* **TASK GOAL**: Please copy the records exactly as they appear, with all pictures left out.

*** Opening of DATA FOR THE TASK ***

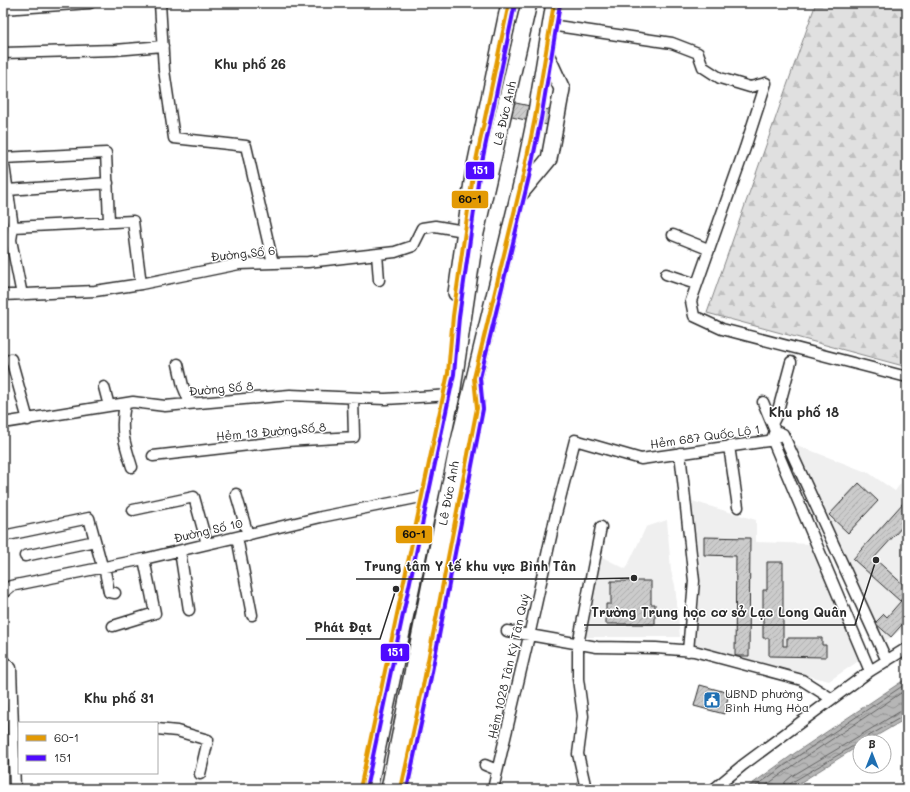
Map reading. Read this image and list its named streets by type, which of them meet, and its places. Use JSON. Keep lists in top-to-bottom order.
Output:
{
  "streets": {
    "highway": ["Lê Đức Anh"],
    "street": [
      "Đường Số 6",
      "Đường Số 8",
      "Hẻm 13 Đường Số 8",
      "Hẻm 687 Quốc Lộ 1",
      "Đường Số 10",
      "Hẻm 1028 Tân Kỳ Tân Quý"
    ]
  },
  "crossings": [
    ["Lê Đức Anh", "Đường Số 6"],
    ["Lê Đức Anh", "Đường Số 8"],
    ["Lê Đức Anh", "Đường Số 10"],
    ["Đường Số 8", "Hẻm 13 Đường Số 8"],
    ["Hẻm 687 Quốc Lộ 1", "Hẻm 1028 Tân Kỳ Tân Quý"]
  ],
  "districts": ["Khu phố 26", "Khu phố 18", "Khu phố 31"],
  "places": {
    "other": ["Trường Trung học cơ sở Lạc Long Quân", "Trung tâm Y tế khu vực Bình Tân", "Phát Đạt"],
    "public building": ["UBND phường Bình Hưng Hòa"]
  },
  "lines": ["transit line 60-1", "transit line 151"],
  "legend": ["60-1", "151"],
  "north": "top"
}
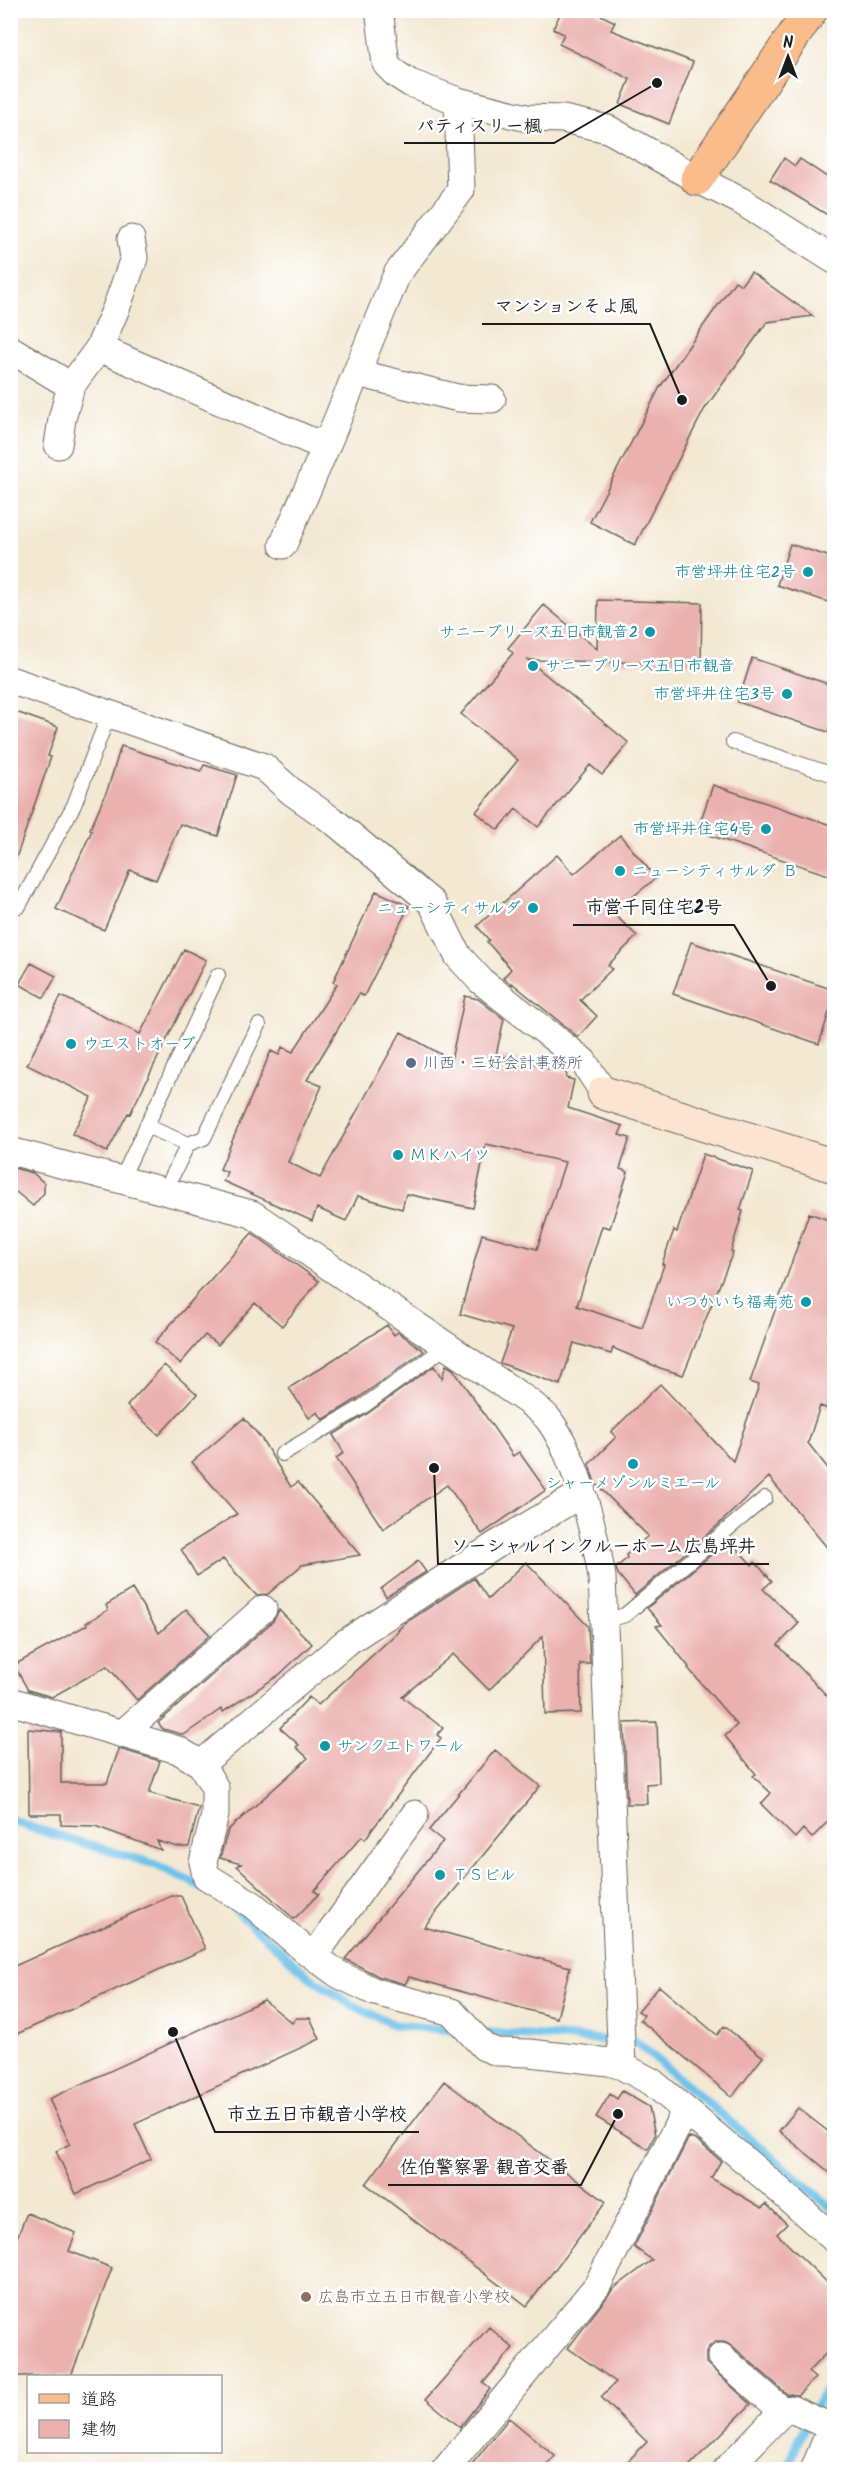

*** Close of DATA FOR THE TASK ***

* **YOUR SOLUTION**:
Map reading. Read this image and list its named streets by type, which of them meet, and its places. Use JSON. Keep lists in top-to-bottom order.
Output:
{
  "streets": {
    "highway": ["Lê Đức Anh"],
    "street": [
      "Đường Số 6",
      "Đường Số 8",
      "Hẻm 13 Đường Số 8",
      "Hẻm 687 Quốc Lộ 1",
      "Đường Số 10",
      "Hẻm 1028 Tân Kỳ Tân Quý"
    ]
  },
  "crossings": [
    ["Lê Đức Anh", "Đường Số 6"],
    ["Lê Đức Anh", "Đường Số 8"],
    ["Lê Đức Anh", "Đường Số 10"],
    ["Đường Số 8", "Hẻm 13 Đường Số 8"],
    ["Hẻm 687 Quốc Lộ 1", "Hẻm 1028 Tân Kỳ Tân Quý"]
  ],
  "districts": ["Khu phố 26", "Khu phố 18", "Khu phố 31"],
  "places": {
    "other": ["Trường Trung học cơ sở Lạc Long Quân", "Trung tâm Y tế khu vực Bình Tân", "Phát Đạt"],
    "public building": ["UBND phường Bình Hưng Hòa"]
  },
  "lines": ["transit line 60-1", "transit line 151"],
  "legend": ["60-1", "151"],
  "north": "top"
}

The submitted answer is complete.